Chart by openbanking.com

This journey requires five services from the bank: customer authentication and consent, customer personal data collection, credit decisioning and approval, KYC and loan disbursal. 

Stitching these services together to create a single end-to-end digital experience for a customer may call for a thick middleware with a database and caching, data tokenization and encryption, session management, handoffs across services and other related orchestration. 

To enable partners to deliver this journey without the need for orchestration, this layer can be moved to a platform on the bank side and offered as an integration solution to the partners. The partner now only needs to integrate with the platform, and build its UI and UX. 

Such a solution, of course, helps drastically cut down development time for the integration and is especially compelling for smaller players and channel sales partners that want to offer banking products or services to their customers. 

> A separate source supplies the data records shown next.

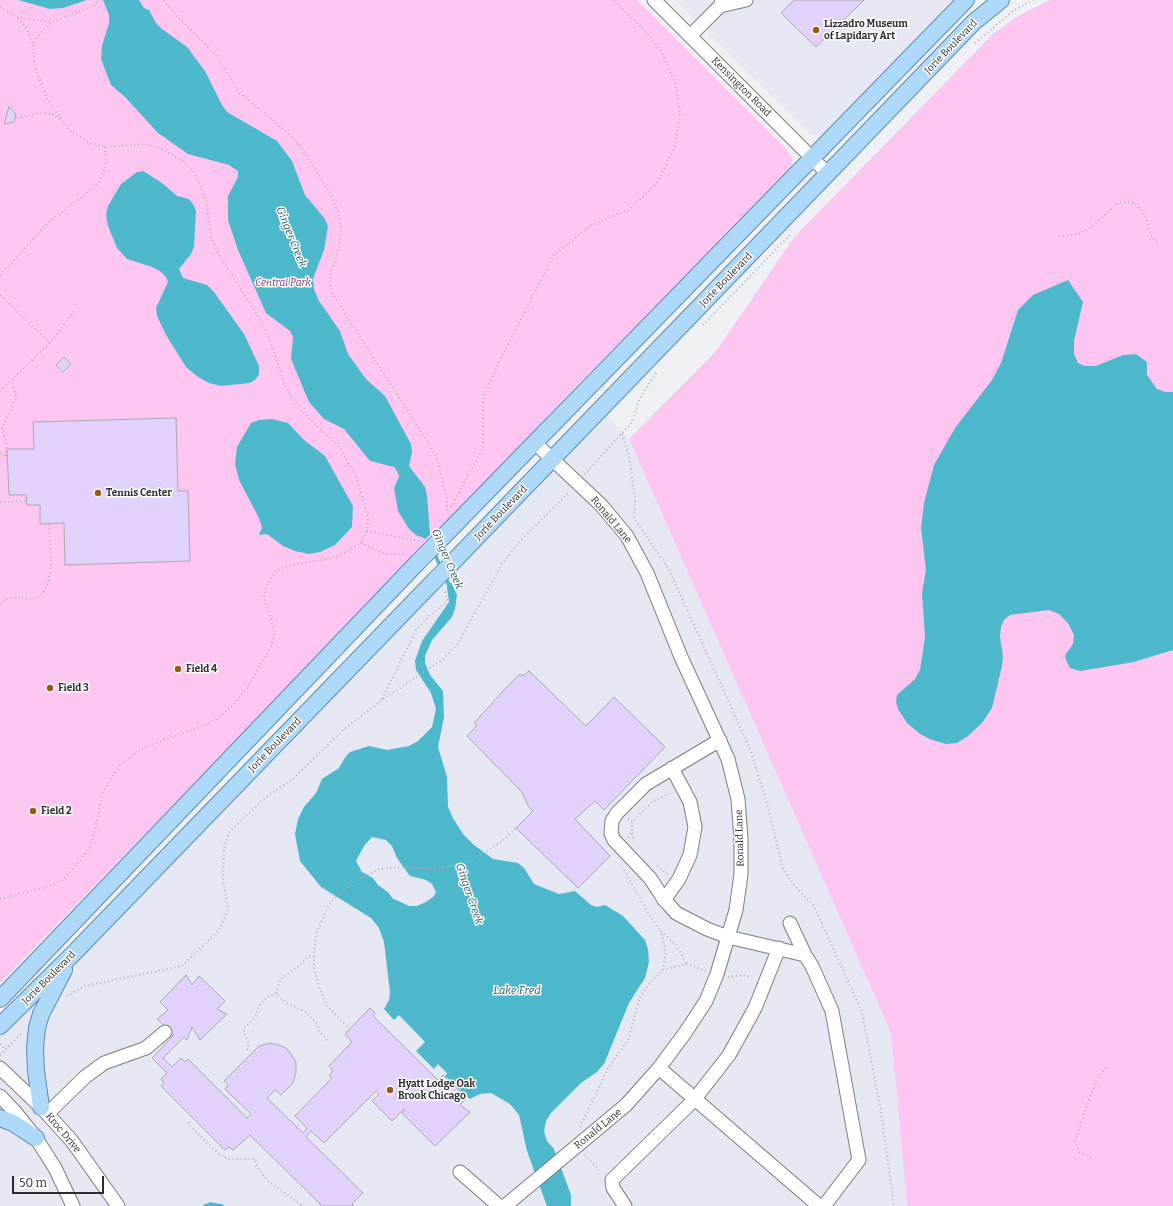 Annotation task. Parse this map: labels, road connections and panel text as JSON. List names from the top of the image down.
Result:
{
  "streets": {
    "main road": ["Jorie Boulevard"],
    "street": ["Kensington Road", "Ronald Lane", "Kroc Drive"]
  },
  "crossings": [
    ["Jorie Boulevard", "Kensington Road"],
    ["Jorie Boulevard", "Ronald Lane"]
  ],
  "water": ["Ginger Creek", "Lake Fred"],
  "parks": ["Central Park"],
  "places": [
    "Lizzadro Museum of Lapidary Art",
    "Tennis Center",
    "Field 4",
    "Field 3",
    "Field 2",
    "Hyatt Lodge Oak Brook Chicago"
  ],
  "scale_bar": "50 m"
} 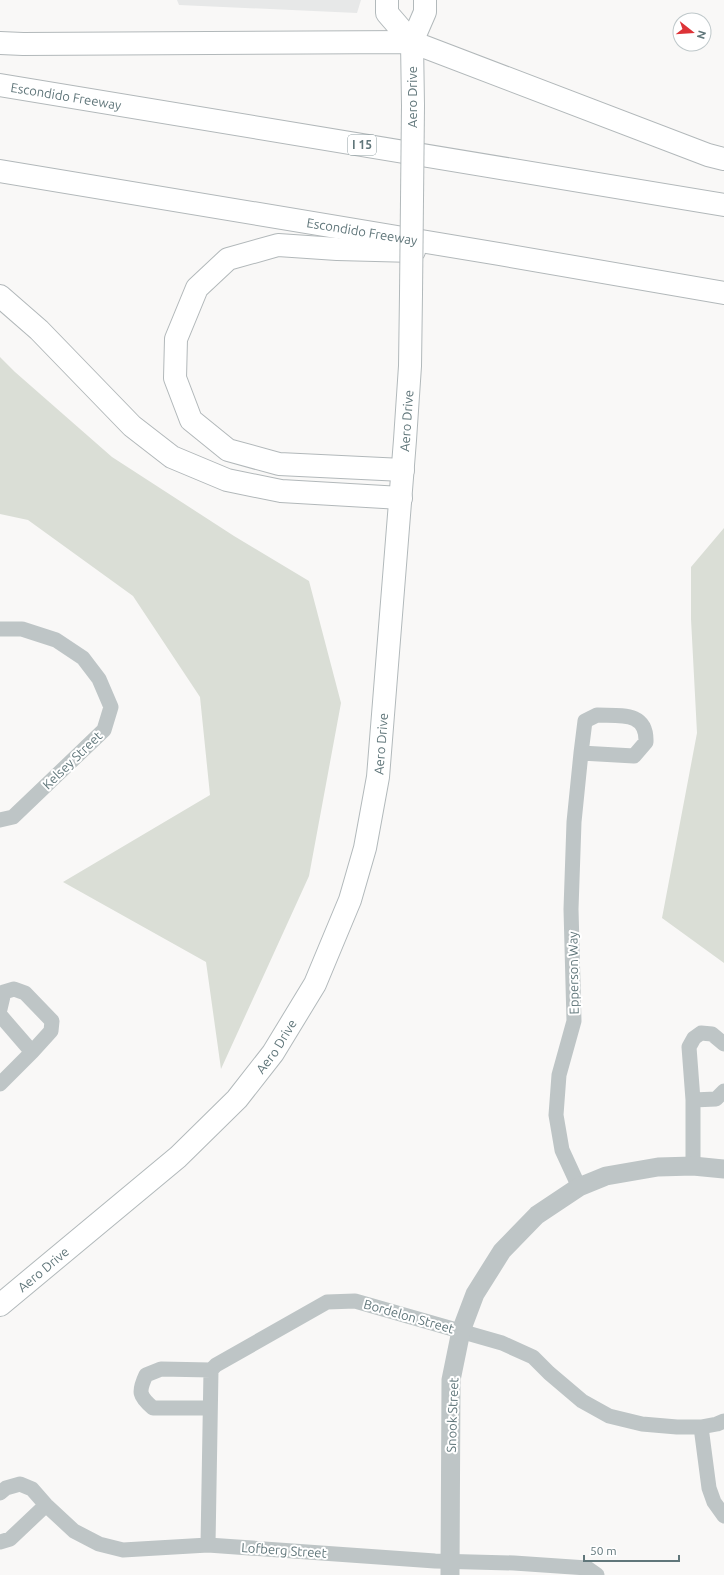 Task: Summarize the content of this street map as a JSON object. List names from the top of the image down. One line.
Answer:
{"streets":{"main road":["Escondido Freeway","Aero Drive","I 15"],"street":["Kelsey Street","Epperson Way","Bordelon Street","Snook Street","Lofberg Street"]},"crossings":[["Epperson Way","Snook Street"],["Bordelon Street","Snook Street"],["Snook Street","Lofberg Street"]],"scale_bar":"50 m","north":"right"}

4. Pre-built UI or shareable links 

No integration required, but with directly embeddable, customizable UIs, partners can offer the relevant banking functionality or services with minimal effort. This is equivalent to a contextual redirect and is extremely useful for cases where the partner wants to avail itself of only minimal open banking services and does not want to go through the entire on-boarding, configuration and integration processes required for all other integration options. 

Bringing it all together 

While it is certainly possible to continue to grow partnerships by offering customizations and assistance to each integration, for achieving a rapid scale-up in open banking ecosystem partnerships, there is a need for a platform that standardizes these concerns and cuts across developer experience and integration needs. 

Tvisha Dholakia is the co-founder of London-based apibanking.com, which looks to build the tech infrastructure to remove friction at the point of integration in open banking.